### Activity
Whenever a line below includes the string "white", show it.

### Study material

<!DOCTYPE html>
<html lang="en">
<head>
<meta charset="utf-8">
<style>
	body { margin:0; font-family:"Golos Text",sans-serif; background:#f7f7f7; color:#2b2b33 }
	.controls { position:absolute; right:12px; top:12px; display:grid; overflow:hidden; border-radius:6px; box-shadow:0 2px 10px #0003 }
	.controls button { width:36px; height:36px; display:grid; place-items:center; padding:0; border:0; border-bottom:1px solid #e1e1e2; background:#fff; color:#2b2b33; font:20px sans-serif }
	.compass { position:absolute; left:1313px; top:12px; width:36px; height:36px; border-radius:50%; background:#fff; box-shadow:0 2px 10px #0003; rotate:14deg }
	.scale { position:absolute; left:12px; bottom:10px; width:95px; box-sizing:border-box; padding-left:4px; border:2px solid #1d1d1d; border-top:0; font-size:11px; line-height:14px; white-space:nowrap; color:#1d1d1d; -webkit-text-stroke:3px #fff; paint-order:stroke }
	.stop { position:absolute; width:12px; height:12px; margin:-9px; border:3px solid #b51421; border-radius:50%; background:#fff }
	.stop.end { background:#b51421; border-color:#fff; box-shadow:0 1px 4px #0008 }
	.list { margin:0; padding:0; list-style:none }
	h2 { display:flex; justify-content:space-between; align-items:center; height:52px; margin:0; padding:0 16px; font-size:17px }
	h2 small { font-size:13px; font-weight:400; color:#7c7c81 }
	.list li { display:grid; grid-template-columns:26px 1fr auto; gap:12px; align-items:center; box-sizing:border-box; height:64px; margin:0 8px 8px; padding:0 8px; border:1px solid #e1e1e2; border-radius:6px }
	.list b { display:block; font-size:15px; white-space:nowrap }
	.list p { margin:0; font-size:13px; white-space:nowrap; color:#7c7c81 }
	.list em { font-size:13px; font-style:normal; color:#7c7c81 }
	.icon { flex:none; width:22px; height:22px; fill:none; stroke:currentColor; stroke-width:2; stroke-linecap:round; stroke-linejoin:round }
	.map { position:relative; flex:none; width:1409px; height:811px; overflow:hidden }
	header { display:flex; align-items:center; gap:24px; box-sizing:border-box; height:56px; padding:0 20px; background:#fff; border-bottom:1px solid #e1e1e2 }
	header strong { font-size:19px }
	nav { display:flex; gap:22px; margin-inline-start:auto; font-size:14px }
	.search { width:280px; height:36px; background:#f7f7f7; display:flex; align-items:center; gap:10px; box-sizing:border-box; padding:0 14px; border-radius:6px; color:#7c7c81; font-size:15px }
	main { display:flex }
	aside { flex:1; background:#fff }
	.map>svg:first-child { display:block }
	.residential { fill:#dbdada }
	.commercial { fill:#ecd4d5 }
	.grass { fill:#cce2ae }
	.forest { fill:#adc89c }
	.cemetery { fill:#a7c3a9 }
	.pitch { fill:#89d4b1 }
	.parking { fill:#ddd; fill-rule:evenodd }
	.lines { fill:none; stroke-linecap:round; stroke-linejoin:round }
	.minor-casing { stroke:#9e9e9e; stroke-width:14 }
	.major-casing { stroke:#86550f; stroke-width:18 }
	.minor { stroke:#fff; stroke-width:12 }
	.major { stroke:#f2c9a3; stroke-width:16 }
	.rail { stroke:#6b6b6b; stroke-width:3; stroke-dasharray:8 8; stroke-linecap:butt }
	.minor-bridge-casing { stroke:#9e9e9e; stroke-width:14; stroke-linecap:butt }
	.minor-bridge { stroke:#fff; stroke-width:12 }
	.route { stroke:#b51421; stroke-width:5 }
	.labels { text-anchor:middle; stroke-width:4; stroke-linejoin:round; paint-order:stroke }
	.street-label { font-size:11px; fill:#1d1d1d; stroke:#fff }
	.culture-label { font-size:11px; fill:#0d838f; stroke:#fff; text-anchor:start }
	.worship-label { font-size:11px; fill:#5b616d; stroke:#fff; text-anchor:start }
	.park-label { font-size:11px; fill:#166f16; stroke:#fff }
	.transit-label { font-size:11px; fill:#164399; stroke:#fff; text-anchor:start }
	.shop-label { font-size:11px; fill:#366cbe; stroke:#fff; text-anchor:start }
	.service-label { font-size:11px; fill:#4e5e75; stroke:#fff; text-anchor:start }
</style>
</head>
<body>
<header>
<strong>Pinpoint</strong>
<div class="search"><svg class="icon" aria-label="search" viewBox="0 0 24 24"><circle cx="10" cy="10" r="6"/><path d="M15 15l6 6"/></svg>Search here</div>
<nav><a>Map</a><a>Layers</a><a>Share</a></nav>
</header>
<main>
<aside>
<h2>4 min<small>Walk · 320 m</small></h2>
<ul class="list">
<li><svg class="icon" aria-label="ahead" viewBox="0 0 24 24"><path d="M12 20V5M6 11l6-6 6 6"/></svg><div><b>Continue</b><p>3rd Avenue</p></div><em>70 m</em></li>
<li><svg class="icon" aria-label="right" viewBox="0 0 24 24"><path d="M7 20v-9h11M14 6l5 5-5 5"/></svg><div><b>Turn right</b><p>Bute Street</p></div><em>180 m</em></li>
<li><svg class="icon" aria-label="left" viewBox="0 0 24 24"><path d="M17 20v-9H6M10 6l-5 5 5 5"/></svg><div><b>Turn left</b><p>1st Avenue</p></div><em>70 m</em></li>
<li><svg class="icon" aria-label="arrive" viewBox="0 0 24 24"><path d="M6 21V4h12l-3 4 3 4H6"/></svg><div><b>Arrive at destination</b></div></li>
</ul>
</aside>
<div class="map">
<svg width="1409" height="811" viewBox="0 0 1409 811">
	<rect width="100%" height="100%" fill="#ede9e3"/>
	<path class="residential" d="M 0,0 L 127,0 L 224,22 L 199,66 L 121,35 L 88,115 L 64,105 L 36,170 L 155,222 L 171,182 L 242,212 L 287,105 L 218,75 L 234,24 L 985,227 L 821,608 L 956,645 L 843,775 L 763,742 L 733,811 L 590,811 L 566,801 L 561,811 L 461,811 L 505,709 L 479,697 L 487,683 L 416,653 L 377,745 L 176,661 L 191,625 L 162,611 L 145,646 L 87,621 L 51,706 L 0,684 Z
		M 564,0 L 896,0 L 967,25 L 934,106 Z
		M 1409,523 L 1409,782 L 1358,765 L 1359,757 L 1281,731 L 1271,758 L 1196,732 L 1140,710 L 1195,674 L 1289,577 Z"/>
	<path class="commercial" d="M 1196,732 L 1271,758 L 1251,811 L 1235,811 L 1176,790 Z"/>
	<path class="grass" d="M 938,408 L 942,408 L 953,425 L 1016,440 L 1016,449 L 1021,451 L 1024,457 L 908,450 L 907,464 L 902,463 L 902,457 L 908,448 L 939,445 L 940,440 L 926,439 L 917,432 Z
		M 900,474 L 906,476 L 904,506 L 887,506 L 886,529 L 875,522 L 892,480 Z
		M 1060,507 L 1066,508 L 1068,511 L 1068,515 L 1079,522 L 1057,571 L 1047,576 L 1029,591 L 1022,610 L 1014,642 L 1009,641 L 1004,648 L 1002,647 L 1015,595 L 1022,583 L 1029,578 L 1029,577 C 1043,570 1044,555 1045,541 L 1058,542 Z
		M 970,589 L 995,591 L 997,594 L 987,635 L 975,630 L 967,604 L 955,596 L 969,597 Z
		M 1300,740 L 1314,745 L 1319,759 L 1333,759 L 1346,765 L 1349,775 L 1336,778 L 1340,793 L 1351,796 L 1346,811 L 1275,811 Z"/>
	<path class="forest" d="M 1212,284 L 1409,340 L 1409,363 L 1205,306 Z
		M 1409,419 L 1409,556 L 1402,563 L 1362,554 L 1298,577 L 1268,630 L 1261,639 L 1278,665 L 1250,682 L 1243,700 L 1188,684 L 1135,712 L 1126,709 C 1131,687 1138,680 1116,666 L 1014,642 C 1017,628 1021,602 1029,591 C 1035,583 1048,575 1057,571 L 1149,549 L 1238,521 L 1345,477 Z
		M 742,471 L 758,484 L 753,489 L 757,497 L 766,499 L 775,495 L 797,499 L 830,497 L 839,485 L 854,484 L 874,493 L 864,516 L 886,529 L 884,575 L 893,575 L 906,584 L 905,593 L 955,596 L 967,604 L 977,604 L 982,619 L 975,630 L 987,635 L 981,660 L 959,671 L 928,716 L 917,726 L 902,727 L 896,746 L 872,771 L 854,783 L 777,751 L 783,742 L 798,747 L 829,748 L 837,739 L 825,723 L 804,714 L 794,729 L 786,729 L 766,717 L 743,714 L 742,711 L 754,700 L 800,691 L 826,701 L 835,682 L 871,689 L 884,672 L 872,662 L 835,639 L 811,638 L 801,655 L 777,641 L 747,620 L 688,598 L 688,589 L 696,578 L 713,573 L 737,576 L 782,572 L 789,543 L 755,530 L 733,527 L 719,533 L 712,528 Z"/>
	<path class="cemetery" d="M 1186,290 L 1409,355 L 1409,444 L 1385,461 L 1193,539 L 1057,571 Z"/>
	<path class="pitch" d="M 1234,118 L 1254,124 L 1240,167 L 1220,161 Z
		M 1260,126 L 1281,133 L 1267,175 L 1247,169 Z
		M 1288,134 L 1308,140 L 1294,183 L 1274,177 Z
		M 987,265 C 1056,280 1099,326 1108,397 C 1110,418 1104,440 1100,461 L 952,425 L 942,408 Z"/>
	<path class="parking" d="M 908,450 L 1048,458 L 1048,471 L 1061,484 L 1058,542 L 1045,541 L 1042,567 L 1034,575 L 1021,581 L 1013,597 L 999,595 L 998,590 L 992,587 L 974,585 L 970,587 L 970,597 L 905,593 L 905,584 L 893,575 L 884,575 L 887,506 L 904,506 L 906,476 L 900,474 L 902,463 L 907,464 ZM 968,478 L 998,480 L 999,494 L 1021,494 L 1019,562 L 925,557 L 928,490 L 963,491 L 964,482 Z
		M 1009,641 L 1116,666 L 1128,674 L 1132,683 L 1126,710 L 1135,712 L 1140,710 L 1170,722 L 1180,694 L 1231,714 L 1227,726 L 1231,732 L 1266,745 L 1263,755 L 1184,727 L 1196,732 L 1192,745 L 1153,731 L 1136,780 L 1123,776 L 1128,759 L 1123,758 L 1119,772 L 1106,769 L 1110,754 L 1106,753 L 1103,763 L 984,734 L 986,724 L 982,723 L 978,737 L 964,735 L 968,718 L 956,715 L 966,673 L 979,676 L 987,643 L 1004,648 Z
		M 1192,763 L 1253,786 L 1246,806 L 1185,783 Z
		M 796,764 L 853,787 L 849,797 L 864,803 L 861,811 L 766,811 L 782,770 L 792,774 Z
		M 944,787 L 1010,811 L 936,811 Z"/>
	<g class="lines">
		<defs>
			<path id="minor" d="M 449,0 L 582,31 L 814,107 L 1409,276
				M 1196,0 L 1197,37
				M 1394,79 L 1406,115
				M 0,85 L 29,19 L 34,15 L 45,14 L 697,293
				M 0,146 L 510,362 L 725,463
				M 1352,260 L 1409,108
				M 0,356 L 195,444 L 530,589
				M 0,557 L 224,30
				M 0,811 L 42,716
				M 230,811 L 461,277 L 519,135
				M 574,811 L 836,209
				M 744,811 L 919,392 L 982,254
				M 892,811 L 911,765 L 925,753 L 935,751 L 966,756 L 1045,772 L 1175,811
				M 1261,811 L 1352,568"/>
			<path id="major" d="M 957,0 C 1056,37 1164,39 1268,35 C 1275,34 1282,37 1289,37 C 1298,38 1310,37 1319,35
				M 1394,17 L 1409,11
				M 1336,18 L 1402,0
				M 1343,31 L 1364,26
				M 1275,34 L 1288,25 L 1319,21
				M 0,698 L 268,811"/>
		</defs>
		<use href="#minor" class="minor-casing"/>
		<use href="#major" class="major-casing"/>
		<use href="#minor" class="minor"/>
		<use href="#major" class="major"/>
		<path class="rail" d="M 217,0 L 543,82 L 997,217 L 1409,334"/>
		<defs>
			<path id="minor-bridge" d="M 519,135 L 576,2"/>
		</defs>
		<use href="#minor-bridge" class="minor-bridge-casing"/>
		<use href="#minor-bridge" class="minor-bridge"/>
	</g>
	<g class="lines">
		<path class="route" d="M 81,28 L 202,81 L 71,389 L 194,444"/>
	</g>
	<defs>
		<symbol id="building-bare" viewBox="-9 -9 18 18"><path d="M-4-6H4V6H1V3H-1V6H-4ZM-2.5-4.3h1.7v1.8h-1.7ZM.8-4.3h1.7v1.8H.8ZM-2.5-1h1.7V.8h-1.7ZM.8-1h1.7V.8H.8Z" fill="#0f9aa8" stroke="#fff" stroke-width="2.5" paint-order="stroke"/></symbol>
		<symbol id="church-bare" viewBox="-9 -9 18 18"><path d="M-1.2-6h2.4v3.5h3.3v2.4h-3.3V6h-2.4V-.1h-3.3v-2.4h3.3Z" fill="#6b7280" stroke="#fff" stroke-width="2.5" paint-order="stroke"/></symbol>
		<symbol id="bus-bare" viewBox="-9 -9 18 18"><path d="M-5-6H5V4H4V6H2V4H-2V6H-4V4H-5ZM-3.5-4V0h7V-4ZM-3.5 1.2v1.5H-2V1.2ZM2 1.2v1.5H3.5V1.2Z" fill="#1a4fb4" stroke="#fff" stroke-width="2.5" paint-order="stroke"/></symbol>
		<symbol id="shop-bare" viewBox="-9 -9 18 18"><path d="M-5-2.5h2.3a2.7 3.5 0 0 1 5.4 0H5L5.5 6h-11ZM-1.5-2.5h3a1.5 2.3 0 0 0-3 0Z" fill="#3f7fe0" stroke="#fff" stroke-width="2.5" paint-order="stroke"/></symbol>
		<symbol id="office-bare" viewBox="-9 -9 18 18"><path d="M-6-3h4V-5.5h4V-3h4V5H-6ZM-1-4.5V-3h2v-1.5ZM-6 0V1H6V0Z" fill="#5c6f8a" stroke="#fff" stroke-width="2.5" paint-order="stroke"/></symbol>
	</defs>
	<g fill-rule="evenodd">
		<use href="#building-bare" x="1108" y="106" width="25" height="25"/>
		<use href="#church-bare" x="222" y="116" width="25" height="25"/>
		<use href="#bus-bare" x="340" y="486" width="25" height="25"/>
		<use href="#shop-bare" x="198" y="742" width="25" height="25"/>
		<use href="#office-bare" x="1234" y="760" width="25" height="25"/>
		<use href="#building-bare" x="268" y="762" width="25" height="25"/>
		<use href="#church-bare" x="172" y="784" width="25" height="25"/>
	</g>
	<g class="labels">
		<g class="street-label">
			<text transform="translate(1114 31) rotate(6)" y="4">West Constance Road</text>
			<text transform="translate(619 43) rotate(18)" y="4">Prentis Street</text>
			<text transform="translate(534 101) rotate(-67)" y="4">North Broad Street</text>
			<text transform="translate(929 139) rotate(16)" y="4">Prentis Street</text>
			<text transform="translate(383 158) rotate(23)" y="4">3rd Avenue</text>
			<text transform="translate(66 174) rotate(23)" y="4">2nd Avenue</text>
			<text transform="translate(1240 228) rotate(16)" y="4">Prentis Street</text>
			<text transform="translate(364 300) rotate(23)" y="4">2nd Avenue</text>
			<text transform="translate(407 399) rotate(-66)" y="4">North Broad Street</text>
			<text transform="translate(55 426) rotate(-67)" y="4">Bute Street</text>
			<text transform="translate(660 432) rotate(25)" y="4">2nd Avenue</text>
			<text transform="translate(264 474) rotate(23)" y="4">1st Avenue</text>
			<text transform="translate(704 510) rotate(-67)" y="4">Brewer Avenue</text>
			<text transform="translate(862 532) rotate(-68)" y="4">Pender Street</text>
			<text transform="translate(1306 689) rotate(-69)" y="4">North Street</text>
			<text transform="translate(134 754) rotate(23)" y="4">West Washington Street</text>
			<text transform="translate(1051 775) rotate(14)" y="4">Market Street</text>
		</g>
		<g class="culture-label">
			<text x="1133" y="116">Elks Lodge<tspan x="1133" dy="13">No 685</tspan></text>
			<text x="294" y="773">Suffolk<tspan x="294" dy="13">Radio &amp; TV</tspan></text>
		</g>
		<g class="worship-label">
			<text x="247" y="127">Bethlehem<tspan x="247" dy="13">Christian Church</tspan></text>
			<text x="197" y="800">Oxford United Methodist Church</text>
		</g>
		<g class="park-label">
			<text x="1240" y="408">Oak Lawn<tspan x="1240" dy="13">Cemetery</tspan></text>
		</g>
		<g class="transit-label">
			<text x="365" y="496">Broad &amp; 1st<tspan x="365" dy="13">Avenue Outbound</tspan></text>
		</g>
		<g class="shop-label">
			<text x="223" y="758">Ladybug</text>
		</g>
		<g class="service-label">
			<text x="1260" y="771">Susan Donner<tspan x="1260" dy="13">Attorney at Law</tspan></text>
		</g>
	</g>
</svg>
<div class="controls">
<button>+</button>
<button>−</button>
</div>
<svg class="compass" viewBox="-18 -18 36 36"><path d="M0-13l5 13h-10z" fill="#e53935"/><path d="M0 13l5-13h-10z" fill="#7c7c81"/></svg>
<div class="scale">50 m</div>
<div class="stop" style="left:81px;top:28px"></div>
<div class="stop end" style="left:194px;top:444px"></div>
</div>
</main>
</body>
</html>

### Written solution
	.scale { position:absolute; left:12px; bottom:10px; width:95px; box-sizing:border-box; padding-left:4px; border:2px solid #1d1d1d; border-top:0; font-size:11px; line-height:14px; white-space:nowrap; color:#1d1d1d; -webkit-text-stroke:3px #fff; paint-order:stroke }
	.list b { display:block; font-size:15px; white-space:nowrap }
	.list p { margin:0; font-size:13px; white-space:nowrap; color:#7c7c81 }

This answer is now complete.